**PROBLEM DETAILS:** State how many lines of the records below contain the word "service", giving the number and nothing else.

■ ■ ■

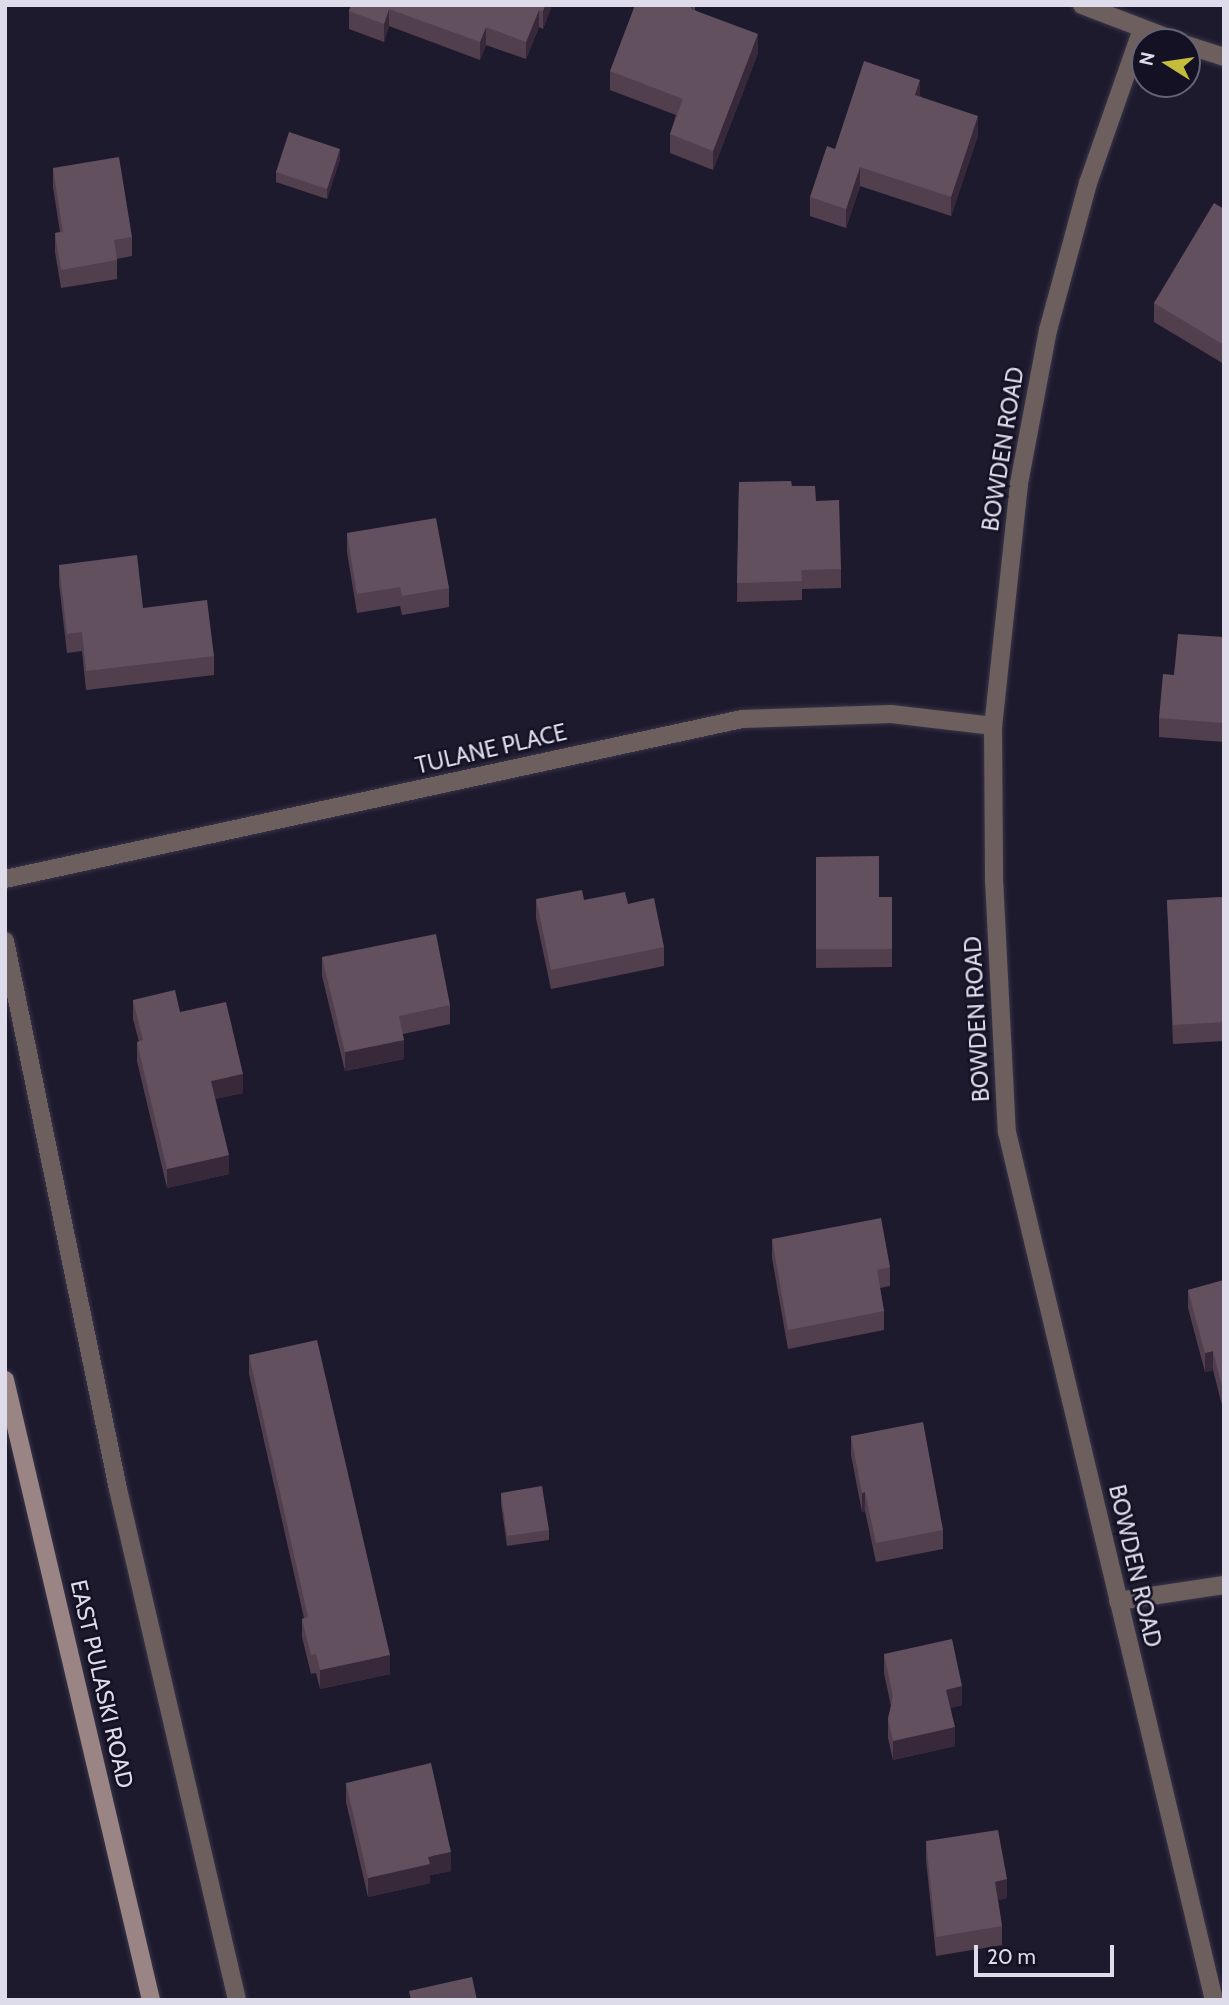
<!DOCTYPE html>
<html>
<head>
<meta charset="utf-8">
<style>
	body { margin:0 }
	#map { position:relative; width:1229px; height:2005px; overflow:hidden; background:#1e1a2e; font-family:Cabin,sans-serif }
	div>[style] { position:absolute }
	.roads { filter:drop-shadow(0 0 2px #393548) drop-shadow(0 0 2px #393548) }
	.service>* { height:18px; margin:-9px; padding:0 9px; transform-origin:9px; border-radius:9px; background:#6d5f5e }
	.minor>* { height:18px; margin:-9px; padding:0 9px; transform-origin:9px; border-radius:9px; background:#6d5f5e }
	.secondary>* { height:18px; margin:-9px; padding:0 9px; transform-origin:9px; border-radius:9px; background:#9b8584 }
	.wall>* { inset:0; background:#523f4e }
	.shaded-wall>* { inset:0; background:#37293a }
	.building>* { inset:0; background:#62505f }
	span { translate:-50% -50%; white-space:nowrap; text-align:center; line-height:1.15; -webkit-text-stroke:5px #151124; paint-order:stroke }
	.street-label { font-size:23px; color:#dedcea }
	.frame { position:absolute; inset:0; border:7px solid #dedcea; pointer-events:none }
	.north { position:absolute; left:1131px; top:28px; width:70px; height:70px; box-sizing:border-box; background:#151124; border:2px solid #656273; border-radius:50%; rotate:282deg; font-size:19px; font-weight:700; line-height:28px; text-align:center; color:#dedcea }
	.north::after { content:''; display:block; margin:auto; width:24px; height:32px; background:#c6bc3c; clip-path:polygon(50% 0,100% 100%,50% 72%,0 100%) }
	.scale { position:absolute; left:974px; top:1945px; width:140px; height:32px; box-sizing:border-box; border:4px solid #dedcea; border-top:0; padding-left:9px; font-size:21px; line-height:24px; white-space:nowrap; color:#dedcea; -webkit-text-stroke:5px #151124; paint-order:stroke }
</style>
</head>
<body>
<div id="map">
	<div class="roads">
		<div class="service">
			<div style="left:5px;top:941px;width:560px;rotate:78.35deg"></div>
			<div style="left:118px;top:1489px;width:525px;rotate:76.89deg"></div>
		</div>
		<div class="minor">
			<div style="left:1082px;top:5px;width:104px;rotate:20.9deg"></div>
			<div style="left:1142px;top:29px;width:163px;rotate:109.3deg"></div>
			<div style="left:1088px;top:183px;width:152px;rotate:105.2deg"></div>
			<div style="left:1048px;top:330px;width:157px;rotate:100.7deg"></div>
			<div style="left:1019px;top:484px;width:243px;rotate:96.1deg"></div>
			<div style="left:993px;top:726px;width:153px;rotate:89.6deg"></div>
			<div style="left:994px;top:879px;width:253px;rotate:87.1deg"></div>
			<div style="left:1007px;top:1132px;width:892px;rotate:76.59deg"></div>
			<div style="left:1187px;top:45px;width:39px;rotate:18deg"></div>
			<div style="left:5px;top:879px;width:754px;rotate:-12.25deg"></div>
			<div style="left:742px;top:719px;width:149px;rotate:-1.9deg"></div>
			<div style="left:891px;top:714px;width:103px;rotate:6.7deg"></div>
			<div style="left:1118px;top:1601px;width:107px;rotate:-8.6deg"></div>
		</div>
		<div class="secondary">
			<div style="left:5px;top:1380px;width:637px;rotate:76.75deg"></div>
		</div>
	</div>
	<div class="wall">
		<div style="clip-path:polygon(351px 5px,552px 5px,543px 29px,539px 27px,526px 59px,486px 45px,480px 60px,389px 26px,384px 42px,349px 29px,349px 11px)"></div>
		<div style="clip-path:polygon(695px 5px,695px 10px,758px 53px,713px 170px,670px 153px,670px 134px,676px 115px,610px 90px,610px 71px)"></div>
		<div style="clip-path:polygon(920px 96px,978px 135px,951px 216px,860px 186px,846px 228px,810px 216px,810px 197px,835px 149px)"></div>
		<div style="clip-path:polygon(340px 159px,327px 199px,276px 182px,276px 172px)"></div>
		<div style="clip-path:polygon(53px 168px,132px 237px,132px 256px,117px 259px,117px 279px,61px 288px,55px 252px,55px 233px,60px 232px,53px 187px)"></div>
		<div style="clip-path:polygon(1224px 209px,1224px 364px,1154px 322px,1154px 303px)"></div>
		<div style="clip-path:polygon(739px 482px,792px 486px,816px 501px,841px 569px,841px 588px,802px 589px,802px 600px,737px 602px)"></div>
		<div style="clip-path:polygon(347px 533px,449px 588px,449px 607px,402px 615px,400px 606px,357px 613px,347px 552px)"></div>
		<div style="clip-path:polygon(59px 565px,143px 608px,214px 656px,214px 675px,86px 690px,82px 651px,67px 653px,59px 584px)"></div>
		<div style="clip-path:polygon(1224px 637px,1224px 742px,1159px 737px,1159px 718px)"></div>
		<div style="clip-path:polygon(816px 857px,879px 897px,892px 897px,892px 967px,816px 968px)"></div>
		<div style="clip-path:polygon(1224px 897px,1224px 1041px,1173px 1044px,1167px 900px)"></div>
		<div style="clip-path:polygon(536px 899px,584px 900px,628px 904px,664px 947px,664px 966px,551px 989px,536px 918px)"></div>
		<div style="clip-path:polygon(322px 957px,450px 1005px,450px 1024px,403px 1034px,404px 1059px,345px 1071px,322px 976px)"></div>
		<div style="clip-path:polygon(133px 1000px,180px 1012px,243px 1093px,215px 1099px,229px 1174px,167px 1188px,137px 1061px,137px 1042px,139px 1042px,133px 1019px)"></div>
		<div style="clip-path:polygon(772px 1239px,890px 1267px,890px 1286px,880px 1288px,884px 1311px,884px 1330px,788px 1349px,772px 1258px)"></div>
		<div style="clip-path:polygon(1224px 1280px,1224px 1413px,1213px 1370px,1205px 1372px,1188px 1308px,1188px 1290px)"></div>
		<div style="clip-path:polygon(249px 1355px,390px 1674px,320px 1689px,316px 1673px,311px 1674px,302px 1637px,302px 1619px,304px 1618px,249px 1374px)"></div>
		<div style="clip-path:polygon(851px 1436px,943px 1530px,943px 1549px,876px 1562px,865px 1511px,862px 1512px,851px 1455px)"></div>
		<div style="clip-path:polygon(501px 1493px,549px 1530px,549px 1540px,507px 1546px,501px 1503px)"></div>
		<div style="clip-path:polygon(884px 1654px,962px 1705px,950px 1708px,955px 1746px,893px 1760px,888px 1738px,888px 1719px,891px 1706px,884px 1673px)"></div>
		<div style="clip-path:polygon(346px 1783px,451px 1871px,430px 1875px,430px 1883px,368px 1897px,346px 1802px)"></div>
		<div style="clip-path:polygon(926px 1841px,1007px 1898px,998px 1900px,1002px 1926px,1002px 1945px,936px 1956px,926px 1860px)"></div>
	</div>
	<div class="shaded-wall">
		<div style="clip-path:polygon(545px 5px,552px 5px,543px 29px,543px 11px)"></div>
		<div style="clip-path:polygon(389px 9px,389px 26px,384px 42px,384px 24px)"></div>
		<div style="clip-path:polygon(539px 10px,539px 27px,526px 59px,526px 42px)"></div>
		<div style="clip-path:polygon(486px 27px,486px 45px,480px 60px,480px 42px)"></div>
		<div style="clip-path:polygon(758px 34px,758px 53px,713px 170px,713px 151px)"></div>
		<div style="clip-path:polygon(920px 80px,920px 99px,915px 95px)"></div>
		<div style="clip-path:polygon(978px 116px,978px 135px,951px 216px,951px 197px)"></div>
		<div style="clip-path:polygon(340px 149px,340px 159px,327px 199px,327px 189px)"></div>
		<div style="clip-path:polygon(860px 167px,860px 186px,846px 228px,846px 209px)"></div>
		<div style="clip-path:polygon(404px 1040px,404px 1059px,345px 1071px,345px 1052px)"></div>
		<div style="clip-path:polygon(243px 1074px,243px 1093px,211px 1100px,211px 1081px)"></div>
		<div style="clip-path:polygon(229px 1155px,229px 1174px,167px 1188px,167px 1169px)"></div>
		<div style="clip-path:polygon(1213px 1351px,1213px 1370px,1205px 1372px,1205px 1353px)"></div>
		<div style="clip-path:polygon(865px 1492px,865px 1511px,862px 1512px,862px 1493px)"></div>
		<div style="clip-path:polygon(390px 1655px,390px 1674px,320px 1689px,320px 1670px)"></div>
		<div style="clip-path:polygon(962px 1686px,962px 1705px,946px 1709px,946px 1690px)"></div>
		<div style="clip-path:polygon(955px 1727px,955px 1746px,893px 1760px,893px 1741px)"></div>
		<div style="clip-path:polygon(451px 1852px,451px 1871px,430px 1875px,430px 1883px,368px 1897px,368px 1878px,428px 1857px)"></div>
		<div style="clip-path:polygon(1007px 1879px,1007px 1898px,995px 1901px,995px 1882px)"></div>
	</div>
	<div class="building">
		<div style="clip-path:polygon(351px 5px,545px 5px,543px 11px,539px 10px,526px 42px,486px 27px,480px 42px,389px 9px,384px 24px,349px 11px)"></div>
		<div style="clip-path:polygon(635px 5px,692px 5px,691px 9px,758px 34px,713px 151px,670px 134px,683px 99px,610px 71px)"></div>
		<div style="clip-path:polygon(864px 61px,920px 80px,915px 95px,978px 116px,951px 197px,860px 167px,846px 209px,810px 197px,827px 146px,835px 149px)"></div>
		<div style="clip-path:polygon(289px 132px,340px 149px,327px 189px,276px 172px)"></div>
		<div style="clip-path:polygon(119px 157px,132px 237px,114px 240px,117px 260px,61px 270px,55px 233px,63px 232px,53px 168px)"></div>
		<div style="clip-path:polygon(1214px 203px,1224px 209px,1224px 345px,1154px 303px)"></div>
		<div style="clip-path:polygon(791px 481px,792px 486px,815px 486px,816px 501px,839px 500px,841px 569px,801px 570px,802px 581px,737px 583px,739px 482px)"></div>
		<div style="clip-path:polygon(436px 518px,449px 588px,402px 596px,400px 587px,357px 594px,347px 533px)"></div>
		<div style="clip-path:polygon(137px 555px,143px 608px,207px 600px,214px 656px,86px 671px,82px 632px,67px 634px,59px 565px)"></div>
		<div style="clip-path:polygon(1178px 634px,1224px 637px,1224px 723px,1159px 718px,1163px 674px,1174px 675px)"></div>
		<div style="clip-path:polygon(879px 856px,879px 897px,892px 897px,892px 949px,816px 949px,816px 857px)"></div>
		<div style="clip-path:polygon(582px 890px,584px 900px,625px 892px,628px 904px,654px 898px,664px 947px,551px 970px,536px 899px)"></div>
		<div style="clip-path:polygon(1224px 897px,1224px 1022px,1173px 1025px,1167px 900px)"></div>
		<div style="clip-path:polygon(436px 934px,450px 1005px,399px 1016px,404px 1040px,345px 1052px,322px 957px)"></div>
		<div style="clip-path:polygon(175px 990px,180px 1012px,226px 1002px,243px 1074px,211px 1081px,229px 1155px,167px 1169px,137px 1042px,143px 1040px,133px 1000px)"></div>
		<div style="clip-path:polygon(881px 1218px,890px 1267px,877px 1270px,884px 1311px,788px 1330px,772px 1239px)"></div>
		<div style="clip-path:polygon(1224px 1280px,1224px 1394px,1213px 1351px,1205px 1353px,1188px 1290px)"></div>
		<div style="clip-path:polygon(317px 1340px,390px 1655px,320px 1670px,316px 1654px,311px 1655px,302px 1619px,308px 1617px,249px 1355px)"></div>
		<div style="clip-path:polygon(923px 1422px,943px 1530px,876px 1543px,865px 1492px,862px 1493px,851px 1436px)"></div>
		<div style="clip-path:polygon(542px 1486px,549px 1530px,507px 1536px,501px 1493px)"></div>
		<div style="clip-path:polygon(952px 1639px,962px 1686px,946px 1690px,955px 1727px,893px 1741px,888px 1719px,893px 1696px,884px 1654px)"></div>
		<div style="clip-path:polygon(431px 1763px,451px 1852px,428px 1857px,430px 1864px,368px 1878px,346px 1783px)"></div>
		<div style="clip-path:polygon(998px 1830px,1007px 1879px,995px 1882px,1002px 1926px,936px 1937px,926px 1841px)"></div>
		<div style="clip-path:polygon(472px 1977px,477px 2000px,411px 2000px,409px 1991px)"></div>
	</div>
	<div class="street-label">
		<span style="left:1003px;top:449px;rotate:-81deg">BOWDEN ROAD</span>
		<span style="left:491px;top:749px;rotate:-13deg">TULANE PLACE</span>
		<span style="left:977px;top:1019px;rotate:-93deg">BOWDEN ROAD</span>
		<span style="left:1135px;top:1566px;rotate:77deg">BOWDEN ROAD</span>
		<span style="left:102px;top:1684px;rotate:77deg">EAST PULASKI ROAD</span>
	</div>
	<div class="frame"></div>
	<div class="north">N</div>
	<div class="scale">20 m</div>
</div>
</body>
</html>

■ ■ ■

**TASK ANSWER:** 2